Task prompt: Retype, word for word, every line of the records below starting at the one that contains "<div><p>المساف" and ending at the one that contains "44V11L10 27L20 38L30"; include both of those lines and nothing more.

Data under study:
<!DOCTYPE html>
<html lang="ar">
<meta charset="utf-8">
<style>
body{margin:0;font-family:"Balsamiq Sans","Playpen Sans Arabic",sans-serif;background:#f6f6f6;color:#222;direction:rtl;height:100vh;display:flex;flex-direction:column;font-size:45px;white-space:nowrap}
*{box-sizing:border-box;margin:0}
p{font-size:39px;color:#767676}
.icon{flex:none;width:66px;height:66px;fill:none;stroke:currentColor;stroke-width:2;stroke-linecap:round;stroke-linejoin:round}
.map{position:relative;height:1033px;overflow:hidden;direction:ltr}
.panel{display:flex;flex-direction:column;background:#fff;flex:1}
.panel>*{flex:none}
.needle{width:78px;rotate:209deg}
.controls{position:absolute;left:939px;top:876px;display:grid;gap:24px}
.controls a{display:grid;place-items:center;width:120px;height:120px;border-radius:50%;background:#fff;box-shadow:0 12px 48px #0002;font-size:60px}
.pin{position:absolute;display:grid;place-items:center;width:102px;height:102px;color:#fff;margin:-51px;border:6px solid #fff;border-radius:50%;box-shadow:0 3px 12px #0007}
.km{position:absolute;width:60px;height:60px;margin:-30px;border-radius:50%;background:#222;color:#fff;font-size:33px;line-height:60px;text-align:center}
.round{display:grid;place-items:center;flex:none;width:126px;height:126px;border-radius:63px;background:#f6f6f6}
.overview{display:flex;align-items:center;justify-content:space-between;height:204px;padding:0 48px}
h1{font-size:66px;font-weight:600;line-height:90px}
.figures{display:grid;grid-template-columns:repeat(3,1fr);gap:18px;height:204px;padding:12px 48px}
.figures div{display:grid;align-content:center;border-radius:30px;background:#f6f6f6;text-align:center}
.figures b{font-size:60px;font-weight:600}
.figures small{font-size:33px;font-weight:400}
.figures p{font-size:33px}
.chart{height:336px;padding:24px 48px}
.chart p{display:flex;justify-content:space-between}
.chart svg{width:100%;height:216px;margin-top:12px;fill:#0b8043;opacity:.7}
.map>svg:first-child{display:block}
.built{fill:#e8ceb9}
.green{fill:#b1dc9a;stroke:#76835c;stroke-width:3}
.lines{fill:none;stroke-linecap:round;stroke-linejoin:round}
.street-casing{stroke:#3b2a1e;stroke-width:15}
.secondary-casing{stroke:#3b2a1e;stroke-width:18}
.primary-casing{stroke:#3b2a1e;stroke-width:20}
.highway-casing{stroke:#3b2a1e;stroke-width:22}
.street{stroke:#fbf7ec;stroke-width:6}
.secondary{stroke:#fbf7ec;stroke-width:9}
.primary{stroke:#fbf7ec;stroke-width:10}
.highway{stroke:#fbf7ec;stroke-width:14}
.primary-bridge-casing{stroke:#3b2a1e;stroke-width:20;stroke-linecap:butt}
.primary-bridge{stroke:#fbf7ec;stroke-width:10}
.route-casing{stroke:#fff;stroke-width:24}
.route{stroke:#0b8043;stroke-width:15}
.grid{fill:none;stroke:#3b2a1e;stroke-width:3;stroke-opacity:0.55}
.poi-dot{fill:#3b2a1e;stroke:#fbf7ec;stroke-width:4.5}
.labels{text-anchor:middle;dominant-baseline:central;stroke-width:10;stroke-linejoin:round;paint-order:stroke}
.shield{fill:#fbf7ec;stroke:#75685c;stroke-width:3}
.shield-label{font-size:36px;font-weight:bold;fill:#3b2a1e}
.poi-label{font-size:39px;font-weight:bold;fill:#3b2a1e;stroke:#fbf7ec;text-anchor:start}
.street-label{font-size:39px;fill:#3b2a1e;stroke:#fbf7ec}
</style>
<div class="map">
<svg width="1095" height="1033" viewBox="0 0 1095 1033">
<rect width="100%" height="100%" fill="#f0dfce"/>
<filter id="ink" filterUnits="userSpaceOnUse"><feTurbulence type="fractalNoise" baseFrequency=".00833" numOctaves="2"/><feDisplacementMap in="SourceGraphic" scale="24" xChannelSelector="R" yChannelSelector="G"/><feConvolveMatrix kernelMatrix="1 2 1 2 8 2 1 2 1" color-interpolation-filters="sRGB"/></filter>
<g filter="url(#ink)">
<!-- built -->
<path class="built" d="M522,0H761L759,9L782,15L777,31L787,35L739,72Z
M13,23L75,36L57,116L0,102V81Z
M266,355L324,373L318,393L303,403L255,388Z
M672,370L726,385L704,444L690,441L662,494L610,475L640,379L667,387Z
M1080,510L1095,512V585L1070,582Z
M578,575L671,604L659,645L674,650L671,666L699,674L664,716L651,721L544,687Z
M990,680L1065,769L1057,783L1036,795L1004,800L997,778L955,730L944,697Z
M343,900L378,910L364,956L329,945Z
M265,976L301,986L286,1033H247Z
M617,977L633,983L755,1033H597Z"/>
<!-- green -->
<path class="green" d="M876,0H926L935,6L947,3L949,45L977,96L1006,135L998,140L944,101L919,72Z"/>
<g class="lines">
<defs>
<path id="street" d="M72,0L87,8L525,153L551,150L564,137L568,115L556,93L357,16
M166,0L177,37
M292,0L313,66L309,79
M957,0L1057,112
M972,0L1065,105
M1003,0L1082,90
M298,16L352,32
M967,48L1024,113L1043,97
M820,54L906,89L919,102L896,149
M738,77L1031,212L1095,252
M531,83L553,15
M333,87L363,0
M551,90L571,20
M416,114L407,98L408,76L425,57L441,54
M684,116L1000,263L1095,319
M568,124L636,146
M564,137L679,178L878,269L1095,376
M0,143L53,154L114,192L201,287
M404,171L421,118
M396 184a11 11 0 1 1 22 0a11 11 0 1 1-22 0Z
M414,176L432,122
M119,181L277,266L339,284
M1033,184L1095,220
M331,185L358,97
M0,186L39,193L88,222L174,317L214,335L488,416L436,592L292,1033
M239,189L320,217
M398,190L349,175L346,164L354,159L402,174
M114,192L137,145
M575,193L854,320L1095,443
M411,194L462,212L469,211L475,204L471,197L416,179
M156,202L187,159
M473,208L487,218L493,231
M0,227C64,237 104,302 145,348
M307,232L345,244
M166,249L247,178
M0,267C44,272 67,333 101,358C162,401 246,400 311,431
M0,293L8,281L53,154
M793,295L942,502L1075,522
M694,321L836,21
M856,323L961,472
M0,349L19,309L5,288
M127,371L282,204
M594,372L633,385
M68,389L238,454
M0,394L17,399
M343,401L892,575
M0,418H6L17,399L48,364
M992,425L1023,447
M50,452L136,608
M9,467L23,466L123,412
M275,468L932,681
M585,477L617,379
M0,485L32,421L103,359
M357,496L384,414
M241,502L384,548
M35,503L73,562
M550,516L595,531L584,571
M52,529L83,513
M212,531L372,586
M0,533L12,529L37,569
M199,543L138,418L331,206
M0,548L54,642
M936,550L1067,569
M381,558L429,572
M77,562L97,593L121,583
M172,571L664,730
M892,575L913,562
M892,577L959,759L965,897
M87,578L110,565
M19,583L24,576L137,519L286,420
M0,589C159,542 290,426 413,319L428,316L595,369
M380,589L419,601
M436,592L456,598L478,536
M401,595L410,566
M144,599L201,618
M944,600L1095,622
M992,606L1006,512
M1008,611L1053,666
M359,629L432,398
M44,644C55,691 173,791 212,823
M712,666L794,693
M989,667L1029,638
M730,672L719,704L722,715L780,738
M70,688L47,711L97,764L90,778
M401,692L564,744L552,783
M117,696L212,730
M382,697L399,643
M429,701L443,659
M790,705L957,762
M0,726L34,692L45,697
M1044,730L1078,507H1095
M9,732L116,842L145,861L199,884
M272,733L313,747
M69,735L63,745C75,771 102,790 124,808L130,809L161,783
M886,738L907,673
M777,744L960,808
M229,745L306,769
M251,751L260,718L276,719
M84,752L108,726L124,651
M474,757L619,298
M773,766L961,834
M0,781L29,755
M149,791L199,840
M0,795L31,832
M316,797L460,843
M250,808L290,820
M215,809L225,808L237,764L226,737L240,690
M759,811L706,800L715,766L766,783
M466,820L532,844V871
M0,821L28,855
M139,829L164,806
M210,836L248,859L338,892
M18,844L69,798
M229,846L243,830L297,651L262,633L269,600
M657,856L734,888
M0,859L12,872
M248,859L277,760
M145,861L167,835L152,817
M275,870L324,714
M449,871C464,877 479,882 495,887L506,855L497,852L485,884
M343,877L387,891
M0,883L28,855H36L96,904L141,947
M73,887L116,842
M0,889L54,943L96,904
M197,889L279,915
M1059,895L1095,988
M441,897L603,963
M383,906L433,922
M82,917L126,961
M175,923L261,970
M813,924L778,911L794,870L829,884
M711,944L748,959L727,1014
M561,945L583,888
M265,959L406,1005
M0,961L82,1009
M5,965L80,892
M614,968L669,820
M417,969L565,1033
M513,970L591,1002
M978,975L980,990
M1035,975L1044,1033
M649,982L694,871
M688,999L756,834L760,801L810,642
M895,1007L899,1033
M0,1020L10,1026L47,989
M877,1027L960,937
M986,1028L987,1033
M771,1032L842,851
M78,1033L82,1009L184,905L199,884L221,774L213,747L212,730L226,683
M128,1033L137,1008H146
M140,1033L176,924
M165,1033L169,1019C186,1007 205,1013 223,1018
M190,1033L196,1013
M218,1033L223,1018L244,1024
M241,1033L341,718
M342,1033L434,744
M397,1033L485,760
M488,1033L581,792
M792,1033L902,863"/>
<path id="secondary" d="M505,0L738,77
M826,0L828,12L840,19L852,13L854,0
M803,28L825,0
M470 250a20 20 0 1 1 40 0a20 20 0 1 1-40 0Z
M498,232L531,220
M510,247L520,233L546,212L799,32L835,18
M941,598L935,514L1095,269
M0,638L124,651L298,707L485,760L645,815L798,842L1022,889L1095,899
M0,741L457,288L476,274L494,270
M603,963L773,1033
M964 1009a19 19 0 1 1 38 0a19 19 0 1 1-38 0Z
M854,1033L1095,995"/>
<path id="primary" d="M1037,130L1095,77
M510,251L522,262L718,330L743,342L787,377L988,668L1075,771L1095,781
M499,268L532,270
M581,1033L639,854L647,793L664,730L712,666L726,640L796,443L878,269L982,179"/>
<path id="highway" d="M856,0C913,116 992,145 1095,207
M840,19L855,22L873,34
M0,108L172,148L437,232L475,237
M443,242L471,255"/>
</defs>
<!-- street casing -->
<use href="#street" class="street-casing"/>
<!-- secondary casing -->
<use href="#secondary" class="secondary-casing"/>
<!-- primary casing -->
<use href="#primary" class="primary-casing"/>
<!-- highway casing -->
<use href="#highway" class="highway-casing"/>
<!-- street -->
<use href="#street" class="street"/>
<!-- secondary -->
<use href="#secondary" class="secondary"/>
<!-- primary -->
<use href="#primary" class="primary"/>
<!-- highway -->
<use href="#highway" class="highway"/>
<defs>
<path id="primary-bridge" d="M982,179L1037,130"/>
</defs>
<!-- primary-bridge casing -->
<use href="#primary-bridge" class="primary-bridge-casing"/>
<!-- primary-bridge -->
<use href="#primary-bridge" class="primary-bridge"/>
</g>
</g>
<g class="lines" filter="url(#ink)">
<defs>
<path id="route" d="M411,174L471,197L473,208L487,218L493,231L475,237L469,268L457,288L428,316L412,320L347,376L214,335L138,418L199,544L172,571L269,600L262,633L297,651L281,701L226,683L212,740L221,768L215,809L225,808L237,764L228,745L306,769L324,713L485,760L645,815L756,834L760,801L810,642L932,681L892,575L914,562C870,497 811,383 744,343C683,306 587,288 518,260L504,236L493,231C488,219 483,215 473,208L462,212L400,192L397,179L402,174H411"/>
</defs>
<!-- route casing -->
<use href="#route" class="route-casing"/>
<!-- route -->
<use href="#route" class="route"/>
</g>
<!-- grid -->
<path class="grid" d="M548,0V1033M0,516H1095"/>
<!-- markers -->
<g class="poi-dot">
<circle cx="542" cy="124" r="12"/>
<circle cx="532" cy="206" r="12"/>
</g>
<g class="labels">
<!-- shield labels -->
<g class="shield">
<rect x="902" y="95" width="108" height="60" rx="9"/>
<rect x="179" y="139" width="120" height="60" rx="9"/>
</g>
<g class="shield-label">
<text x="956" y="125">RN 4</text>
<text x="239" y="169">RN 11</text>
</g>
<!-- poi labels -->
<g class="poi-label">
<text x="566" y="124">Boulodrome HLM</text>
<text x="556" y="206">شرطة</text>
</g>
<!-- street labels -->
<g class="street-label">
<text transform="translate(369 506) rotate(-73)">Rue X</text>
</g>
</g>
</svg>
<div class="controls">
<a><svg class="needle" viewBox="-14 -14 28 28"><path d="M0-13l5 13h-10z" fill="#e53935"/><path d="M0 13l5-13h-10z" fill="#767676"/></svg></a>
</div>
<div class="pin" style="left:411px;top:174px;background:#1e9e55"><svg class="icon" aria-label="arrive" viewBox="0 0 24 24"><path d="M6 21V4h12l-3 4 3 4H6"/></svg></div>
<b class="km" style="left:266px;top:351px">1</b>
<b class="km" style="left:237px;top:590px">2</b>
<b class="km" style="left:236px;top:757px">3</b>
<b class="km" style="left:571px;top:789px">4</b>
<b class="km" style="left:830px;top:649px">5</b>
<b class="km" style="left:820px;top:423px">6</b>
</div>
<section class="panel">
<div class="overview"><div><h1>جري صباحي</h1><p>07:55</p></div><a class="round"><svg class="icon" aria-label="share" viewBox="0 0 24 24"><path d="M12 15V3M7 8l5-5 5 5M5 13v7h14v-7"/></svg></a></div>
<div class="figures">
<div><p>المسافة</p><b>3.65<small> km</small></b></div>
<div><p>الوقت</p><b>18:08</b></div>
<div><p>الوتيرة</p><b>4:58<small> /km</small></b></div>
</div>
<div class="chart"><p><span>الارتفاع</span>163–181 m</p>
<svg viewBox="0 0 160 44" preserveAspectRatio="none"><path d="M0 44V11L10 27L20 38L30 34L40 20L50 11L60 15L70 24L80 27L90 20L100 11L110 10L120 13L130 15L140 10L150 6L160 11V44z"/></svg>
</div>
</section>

Answer space:
<div><p>المسافة</p><b>3.65<small> km</small></b></div>
<div><p>الوقت</p><b>18:08</b></div>
<div><p>الوتيرة</p><b>4:58<small> /km</small></b></div>
</div>
<div class="chart"><p><span>الارتفاع</span>163–181 m</p>
<svg viewBox="0 0 160 44" preserveAspectRatio="none"><path d="M0 44V11L10 27L20 38L30 34L40 20L50 11L60 15L70 24L80 27L90 20L100 11L110 10L120 13L130 15L140 10L150 6L160 11V44z"/></svg>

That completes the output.